Los vídeos seleccionados están recargados de la jerga antiparasitaria y, además, muestran varios de los rasgos comentados. Para no ser pesados señalando cada uno, solo apuntamos un par de preguntas sobre el tabú: ¿cómo interpretar la recreación —la fantasía— con que Milei arenga con frenesí, incluso hablando de un muro que divida el país en productores y parásitos? ¿Se podría hablar de una cosa distinta de la erotización cuando bromea sobre el agua y los zurdos?
Religiosidad vacía y culto de lo existente
En el mismo sentido de la previsión hecha por Adorno, se escenifica en los vídeos un tipo hogareño, de humildad impostada y cuyas confidencias muestran gustos simples[4]. Aunque el sorteo de su sueldo merecería un comentario por sí mismo, ahora solo diremos que abunda en la misma estetización: el colmo del hombre desinteresado, la contrafigura del parásito. No deberíamos despreciar con mucha complacencia estas pantomimas (muy extendidas entre influencers), pues lo que se está en marcha es el mismo mecanismo de identificación presente en el nuevo canon de la cultura popular; ella comparte con el discurso demagógico sus mismas condiciones de recepción. Ya lo dejamos entrevisto en el epígrafe anterior, pero mejor aclaremos esto dando un rodeo por la retórica del empoderamiento, aludida en varios de los vídeos.

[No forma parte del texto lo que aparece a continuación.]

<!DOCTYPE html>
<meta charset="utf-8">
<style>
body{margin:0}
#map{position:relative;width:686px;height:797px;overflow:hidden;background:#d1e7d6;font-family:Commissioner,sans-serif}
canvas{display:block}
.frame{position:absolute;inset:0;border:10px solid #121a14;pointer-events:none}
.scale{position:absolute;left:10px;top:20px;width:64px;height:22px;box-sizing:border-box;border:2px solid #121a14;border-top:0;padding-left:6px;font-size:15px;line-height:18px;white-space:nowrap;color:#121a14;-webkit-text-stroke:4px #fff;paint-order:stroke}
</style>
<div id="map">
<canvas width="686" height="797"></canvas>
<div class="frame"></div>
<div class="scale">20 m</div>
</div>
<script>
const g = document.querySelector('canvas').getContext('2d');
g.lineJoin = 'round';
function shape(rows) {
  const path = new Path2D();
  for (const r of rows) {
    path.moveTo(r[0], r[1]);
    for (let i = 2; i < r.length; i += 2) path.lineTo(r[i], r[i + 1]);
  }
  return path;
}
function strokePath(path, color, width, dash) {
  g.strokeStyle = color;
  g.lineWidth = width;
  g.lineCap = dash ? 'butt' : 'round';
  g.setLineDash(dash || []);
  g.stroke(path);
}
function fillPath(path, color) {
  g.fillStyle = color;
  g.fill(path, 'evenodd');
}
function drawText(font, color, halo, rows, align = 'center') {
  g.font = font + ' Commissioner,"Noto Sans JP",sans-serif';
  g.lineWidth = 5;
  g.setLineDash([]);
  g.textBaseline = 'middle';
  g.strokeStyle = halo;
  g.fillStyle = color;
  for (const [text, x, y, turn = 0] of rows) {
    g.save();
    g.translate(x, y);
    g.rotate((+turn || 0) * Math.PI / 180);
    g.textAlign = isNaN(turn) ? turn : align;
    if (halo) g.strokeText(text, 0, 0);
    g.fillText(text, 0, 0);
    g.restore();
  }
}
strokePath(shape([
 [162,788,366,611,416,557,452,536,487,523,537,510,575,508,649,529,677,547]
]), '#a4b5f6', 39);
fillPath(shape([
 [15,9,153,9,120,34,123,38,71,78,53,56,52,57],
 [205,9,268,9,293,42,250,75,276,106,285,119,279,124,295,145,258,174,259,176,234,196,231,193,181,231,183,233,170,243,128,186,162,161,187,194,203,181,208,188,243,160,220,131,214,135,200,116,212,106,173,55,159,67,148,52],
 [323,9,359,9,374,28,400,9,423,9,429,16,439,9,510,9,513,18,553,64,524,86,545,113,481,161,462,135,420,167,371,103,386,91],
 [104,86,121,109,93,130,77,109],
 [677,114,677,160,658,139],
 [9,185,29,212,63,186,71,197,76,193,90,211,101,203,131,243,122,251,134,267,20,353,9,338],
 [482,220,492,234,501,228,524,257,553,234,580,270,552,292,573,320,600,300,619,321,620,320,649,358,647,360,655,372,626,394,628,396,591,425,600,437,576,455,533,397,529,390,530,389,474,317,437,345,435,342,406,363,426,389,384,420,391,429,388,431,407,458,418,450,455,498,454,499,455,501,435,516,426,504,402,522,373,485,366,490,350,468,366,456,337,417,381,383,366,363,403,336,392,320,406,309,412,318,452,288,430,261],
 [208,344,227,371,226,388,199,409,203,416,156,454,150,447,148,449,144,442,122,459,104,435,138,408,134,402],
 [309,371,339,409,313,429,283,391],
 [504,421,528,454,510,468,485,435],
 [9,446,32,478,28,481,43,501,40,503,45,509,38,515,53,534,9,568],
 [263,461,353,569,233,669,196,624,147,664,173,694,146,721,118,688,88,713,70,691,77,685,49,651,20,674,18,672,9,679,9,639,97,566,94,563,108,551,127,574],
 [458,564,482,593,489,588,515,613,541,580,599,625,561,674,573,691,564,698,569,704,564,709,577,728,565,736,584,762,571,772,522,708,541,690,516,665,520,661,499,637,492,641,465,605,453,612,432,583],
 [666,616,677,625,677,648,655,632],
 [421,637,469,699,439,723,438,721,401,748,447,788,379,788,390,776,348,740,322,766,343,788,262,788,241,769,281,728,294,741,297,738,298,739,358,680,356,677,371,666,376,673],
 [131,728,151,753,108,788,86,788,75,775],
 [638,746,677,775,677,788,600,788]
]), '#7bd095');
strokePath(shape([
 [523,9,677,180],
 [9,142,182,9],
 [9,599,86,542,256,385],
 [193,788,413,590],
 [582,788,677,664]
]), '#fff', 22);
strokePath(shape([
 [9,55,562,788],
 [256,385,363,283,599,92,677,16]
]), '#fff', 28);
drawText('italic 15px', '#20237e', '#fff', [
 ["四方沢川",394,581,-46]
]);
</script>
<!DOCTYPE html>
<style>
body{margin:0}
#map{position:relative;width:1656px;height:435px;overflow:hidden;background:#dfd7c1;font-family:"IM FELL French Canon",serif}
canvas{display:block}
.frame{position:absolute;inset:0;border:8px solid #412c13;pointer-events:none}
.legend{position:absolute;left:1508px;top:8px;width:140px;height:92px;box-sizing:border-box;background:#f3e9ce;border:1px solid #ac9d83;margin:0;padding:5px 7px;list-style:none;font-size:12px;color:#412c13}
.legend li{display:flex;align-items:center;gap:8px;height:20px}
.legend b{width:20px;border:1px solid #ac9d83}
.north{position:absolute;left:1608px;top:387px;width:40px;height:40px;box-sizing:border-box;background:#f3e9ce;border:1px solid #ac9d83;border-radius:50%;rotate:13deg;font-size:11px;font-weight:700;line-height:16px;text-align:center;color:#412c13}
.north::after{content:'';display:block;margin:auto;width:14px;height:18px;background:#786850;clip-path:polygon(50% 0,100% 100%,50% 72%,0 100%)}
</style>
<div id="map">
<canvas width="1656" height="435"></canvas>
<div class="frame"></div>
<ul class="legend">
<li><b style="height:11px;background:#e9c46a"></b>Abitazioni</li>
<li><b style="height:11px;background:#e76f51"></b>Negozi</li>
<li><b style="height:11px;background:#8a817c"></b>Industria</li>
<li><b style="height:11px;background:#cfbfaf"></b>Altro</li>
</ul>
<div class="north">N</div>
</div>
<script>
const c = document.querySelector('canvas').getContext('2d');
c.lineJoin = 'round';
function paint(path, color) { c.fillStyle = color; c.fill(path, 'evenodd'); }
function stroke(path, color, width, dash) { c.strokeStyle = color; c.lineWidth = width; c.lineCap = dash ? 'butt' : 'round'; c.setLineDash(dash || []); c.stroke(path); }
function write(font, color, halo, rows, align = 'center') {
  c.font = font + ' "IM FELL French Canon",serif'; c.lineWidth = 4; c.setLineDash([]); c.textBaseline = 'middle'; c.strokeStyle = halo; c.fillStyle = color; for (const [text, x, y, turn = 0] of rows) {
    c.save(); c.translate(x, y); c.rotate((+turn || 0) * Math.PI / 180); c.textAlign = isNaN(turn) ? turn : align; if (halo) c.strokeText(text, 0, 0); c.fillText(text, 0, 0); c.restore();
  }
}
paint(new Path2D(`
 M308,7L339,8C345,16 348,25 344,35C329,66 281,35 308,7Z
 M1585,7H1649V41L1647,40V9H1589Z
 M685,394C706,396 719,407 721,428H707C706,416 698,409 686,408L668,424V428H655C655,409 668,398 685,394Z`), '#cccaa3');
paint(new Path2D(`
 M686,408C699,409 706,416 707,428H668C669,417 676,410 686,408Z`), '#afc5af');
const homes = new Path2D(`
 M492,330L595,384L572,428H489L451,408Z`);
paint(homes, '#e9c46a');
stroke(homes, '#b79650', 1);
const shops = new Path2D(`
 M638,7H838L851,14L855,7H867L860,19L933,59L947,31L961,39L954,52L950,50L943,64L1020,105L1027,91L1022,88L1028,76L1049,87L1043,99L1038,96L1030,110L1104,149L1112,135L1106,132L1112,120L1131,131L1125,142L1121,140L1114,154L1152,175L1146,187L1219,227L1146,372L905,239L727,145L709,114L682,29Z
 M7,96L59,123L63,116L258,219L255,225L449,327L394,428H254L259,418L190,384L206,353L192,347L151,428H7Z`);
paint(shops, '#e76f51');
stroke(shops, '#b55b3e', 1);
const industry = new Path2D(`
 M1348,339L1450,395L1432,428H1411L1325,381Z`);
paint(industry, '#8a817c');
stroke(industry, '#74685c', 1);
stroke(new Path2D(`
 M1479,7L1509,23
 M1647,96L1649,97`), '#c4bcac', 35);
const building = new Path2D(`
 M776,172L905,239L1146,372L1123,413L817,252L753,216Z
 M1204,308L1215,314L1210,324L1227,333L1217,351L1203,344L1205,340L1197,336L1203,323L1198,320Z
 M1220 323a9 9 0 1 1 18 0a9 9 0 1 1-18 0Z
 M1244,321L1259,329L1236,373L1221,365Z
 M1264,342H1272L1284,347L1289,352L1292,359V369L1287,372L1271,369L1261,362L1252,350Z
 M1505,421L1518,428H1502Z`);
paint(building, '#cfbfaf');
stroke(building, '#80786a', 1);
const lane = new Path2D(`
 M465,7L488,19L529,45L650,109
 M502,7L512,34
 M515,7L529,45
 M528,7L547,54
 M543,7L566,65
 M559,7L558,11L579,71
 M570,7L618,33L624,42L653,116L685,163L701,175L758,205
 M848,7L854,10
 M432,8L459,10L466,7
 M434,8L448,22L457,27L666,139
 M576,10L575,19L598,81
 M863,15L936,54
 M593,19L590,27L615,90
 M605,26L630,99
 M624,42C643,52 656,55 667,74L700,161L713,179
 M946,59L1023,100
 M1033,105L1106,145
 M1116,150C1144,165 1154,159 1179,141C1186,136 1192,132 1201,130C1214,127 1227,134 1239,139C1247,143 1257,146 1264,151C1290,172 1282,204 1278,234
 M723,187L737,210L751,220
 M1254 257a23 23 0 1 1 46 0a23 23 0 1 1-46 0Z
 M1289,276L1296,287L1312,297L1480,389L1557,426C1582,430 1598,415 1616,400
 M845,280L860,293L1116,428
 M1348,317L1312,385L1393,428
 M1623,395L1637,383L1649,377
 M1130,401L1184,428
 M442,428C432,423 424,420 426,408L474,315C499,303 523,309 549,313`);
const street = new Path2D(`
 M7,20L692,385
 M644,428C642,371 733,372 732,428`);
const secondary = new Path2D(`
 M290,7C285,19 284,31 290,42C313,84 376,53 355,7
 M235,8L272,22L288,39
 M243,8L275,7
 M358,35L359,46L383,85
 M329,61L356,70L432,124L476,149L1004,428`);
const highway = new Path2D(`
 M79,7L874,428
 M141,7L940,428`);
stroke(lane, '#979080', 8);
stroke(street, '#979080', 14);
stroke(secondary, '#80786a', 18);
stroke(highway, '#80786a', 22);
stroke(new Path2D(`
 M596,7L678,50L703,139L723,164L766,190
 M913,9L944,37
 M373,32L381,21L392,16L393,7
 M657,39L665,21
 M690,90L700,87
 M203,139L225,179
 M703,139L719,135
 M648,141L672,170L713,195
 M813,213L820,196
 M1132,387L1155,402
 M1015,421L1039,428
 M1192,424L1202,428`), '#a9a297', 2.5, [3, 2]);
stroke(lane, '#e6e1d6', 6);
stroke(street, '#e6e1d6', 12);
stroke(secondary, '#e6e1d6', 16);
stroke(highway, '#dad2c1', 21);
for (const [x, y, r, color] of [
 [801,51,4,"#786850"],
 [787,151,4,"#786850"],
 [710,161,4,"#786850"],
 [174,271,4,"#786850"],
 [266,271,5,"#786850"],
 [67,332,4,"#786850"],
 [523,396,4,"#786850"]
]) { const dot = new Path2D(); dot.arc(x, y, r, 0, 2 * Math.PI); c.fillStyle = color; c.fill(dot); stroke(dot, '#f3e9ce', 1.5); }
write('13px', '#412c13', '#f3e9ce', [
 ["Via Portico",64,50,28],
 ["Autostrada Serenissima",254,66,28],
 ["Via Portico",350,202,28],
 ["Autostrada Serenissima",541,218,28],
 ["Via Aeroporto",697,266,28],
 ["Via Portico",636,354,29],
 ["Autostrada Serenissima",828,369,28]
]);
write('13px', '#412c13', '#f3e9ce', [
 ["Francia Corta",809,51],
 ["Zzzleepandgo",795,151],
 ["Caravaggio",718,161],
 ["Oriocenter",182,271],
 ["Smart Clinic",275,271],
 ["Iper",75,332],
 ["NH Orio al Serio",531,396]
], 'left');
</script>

Milei no solo está aprovechándose del renovado prestigio de la autoafirmación —el ideologema más machacón de las últimas remesas de la industria del entretenimiento. Aquí la idea de empoderamiento sirve para inflamar la personalidad autoritaria de quienes asisten al espectáculo del demagogo. La llamada a la autoafirmación conecta con lo ya referido a la actual subjetividad, a su debilidad acentuada por unos imperativos que la objetividad social exige, pero que esa misma objetividad frustra cada vez más[5]. Se imprime en el carácter de quien vive bajo estas condiciones una autoexplotación y hostilidad aumentadas; pero también la subjetividad queda marcada por los reversos de lo anterior: la necesidad de mayor dominio hacia afuera y el de agresión interior en la forma de una culpa abstracta. Así no extraña que los individuos abracen masivamente ideologías de la potenciación que compensen en la fantasía la falta de autonomía efectiva. Si condensamos lo dicho desde una imagen extrema: acuérdense de la de «donnadies» que, antes de cumplir la orden de autoaniquilación al que obedecen los perdedores y quienes estallan, suelen posar en vídeos y fotografías como He-Man, uno de aquellos Masters del universo... Encarnan esa contradicción, el delirio de grandeza suele expresarse momentos antes de sucumbir. Los amoks son casos terminales de lo que constituye, sin embargo, un continuo, una condición social común e históricamente determinada. El resorte de esa potenciación proviene de la identificación con figuras de autoridad (versátiles también, por lo tanto no necesariamente personas, pero sí vinculadas a las nociones de seguridad y bienestar), a las que se confía la integridad de la propia personalidad. Lo que se está enmascarando con ello es la propia fragilidad. Así que si se quiebra esa autoridad, se quiebra el sujeto. En consecuencia, una obediencia así debe ser continuamente renovada y expandida, de tal manera que se hace enemiga de cualquier límite: todo lo externo la amenaza. Walter Benjamin llega a decir que esa autoridad verdaderamente viola a las masas. Por no extendernos mucho más: el mensaje del demagogo despierta el mecanismo de identificación en sujetos frágiles; el demagogo mismo es la pantalla donde los individuos subliman su impotencia real.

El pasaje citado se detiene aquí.